Work required ▸ Word for word and without images, reproduce the listing that follows.

Recorded information ▸
______________________________
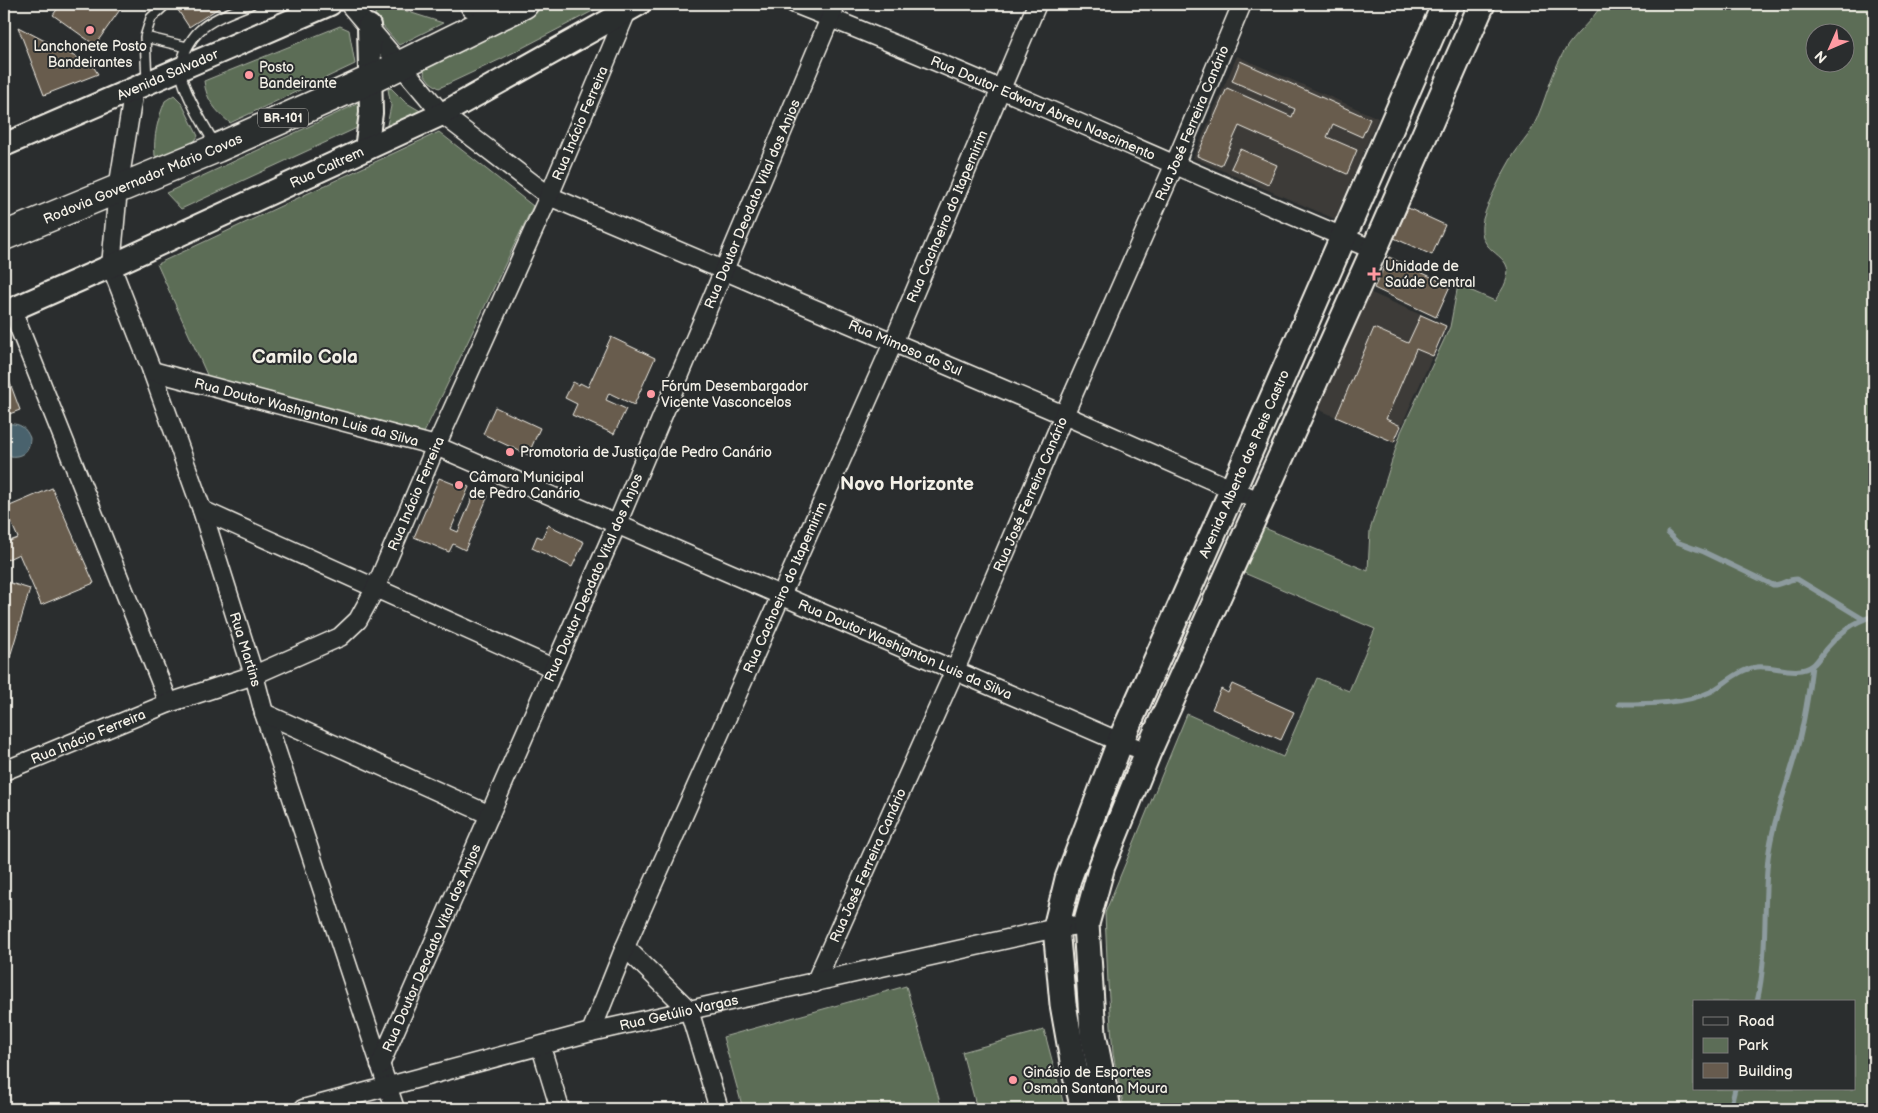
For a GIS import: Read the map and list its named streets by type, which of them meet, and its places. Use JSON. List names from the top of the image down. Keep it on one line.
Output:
{"streets":{"highway":["BR-101","Rodovia Governador Mário Covas"],"main road":["Avenida Alberto dos Reis Castro"],"street":["Avenida Salvador","Rua Doutor Edward Abreu Nascimento","Rua José Ferreira Canário","Rua Inácio Ferreira","Rua Caltrem","Rua Doutor Deodato Vital dos Anjos","Rua Cachoeiro do Itapemirim","Rua Mimoso do Sul","Rua Doutor Washignton Luis da Silva","Rua Martins","Rua Getúlio Vargas"]},"crossings":[["Avenida Salvador","Rua Martins"],["Rua Doutor Edward Abreu Nascimento","Rua José Ferreira Canário"],["Rua Doutor Edward Abreu Nascimento","Rua Doutor Deodato Vital dos Anjos"],["Rua Doutor Edward Abreu Nascimento","Rua Cachoeiro do Itapemirim"],["Rua Doutor Edward Abreu Nascimento","Avenida Alberto dos Reis Castro"],["Rua José Ferreira Canário","Rua Mimoso do Sul"],["Rua José Ferreira Canário","Rua Doutor Washignton Luis da Silva"],["Rua José Ferreira Canário","Rua Getúlio Vargas"],["Rua Inácio Ferreira","Rua Caltrem"],["Rua Inácio Ferreira","Rua Mimoso do Sul"],["Rua Inácio Ferreira","Rua Doutor Washignton Luis da Silva"],["Rua Inácio Ferreira","Rua Martins"],["Rua Caltrem","Rua Mimoso do Sul"],["Rua Caltrem","Rua Martins"],["Rodovia Governador Mário Covas","Rua Mimoso do Sul"],["Rodovia Governador Mário Covas","Rua Martins"],["Rua Doutor Deodato Vital dos Anjos","Rua Mimoso do Sul"],["Rua Doutor Deodato Vital dos Anjos","Rua Doutor Washignton Luis da Silva"],["Rua Doutor Deodato Vital dos Anjos","Rua Martins"],["Rua Cachoeiro do Itapemirim","Rua Mimoso do Sul"],["Rua Cachoeiro do Itapemirim","Rua Doutor Washignton Luis da Silva"],["Rua Cachoeiro do Itapemirim","Rua Getúlio Vargas"],["Rua Mimoso do Sul","Avenida Alberto dos Reis Castro"],["Rua Doutor Washignton Luis da Silva","Avenida Alberto dos Reis Castro"],["Rua Doutor Washignton Luis da Silva","Rua Martins"],["Avenida Alberto dos Reis Castro","Rua Getúlio Vargas"],["Rua Martins","Rua Getúlio Vargas"]],"districts":["Camilo Cola","Novo Horizonte"],"places":{"other":["Lanchonete Posto Bandeirantes","Posto Bandeirante","Fórum Desembargador Vicente Vasconcelos","Promotoria de Justiça de Pedro Canário","Câmara Municipal de Pedro Canário","Ginásio de Esportes Osman Santana Moura"],"health":["Unidade de Saúde Central"]},"legend":["Road","Park","Building"],"north":"bottom left"}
______________________________
Problem solution ▸
For a GIS import: Read the map and list its named streets by type, which of them meet, and its places. Use JSON. List names from the top of the image down. Keep it on one line.
Output:
{"streets":{"highway":["BR-101","Rodovia Governador Mário Covas"],"main road":["Avenida Alberto dos Reis Castro"],"street":["Avenida Salvador","Rua Doutor Edward Abreu Nascimento","Rua José Ferreira Canário","Rua Inácio Ferreira","Rua Caltrem","Rua Doutor Deodato Vital dos Anjos","Rua Cachoeiro do Itapemirim","Rua Mimoso do Sul","Rua Doutor Washignton Luis da Silva","Rua Martins","Rua Getúlio Vargas"]},"crossings":[["Avenida Salvador","Rua Martins"],["Rua Doutor Edward Abreu Nascimento","Rua José Ferreira Canário"],["Rua Doutor Edward Abreu Nascimento","Rua Doutor Deodato Vital dos Anjos"],["Rua Doutor Edward Abreu Nascimento","Rua Cachoeiro do Itapemirim"],["Rua Doutor Edward Abreu Nascimento","Avenida Alberto dos Reis Castro"],["Rua José Ferreira Canário","Rua Mimoso do Sul"],["Rua José Ferreira Canário","Rua Doutor Washignton Luis da Silva"],["Rua José Ferreira Canário","Rua Getúlio Vargas"],["Rua Inácio Ferreira","Rua Caltrem"],["Rua Inácio Ferreira","Rua Mimoso do Sul"],["Rua Inácio Ferreira","Rua Doutor Washignton Luis da Silva"],["Rua Inácio Ferreira","Rua Martins"],["Rua Caltrem","Rua Mimoso do Sul"],["Rua Caltrem","Rua Martins"],["Rodovia Governador Mário Covas","Rua Mimoso do Sul"],["Rodovia Governador Mário Covas","Rua Martins"],["Rua Doutor Deodato Vital dos Anjos","Rua Mimoso do Sul"],["Rua Doutor Deodato Vital dos Anjos","Rua Doutor Washignton Luis da Silva"],["Rua Doutor Deodato Vital dos Anjos","Rua Martins"],["Rua Cachoeiro do Itapemirim","Rua Mimoso do Sul"],["Rua Cachoeiro do Itapemirim","Rua Doutor Washignton Luis da Silva"],["Rua Cachoeiro do Itapemirim","Rua Getúlio Vargas"],["Rua Mimoso do Sul","Avenida Alberto dos Reis Castro"],["Rua Doutor Washignton Luis da Silva","Avenida Alberto dos Reis Castro"],["Rua Doutor Washignton Luis da Silva","Rua Martins"],["Avenida Alberto dos Reis Castro","Rua Getúlio Vargas"],["Rua Martins","Rua Getúlio Vargas"]],"districts":["Camilo Cola","Novo Horizonte"],"places":{"other":["Lanchonete Posto Bandeirantes","Posto Bandeirante","Fórum Desembargador Vicente Vasconcelos","Promotoria de Justiça de Pedro Canário","Câmara Municipal de Pedro Canário","Ginásio de Esportes Osman Santana Moura"],"health":["Unidade de Saúde Central"]},"legend":["Road","Park","Building"],"north":"bottom left"}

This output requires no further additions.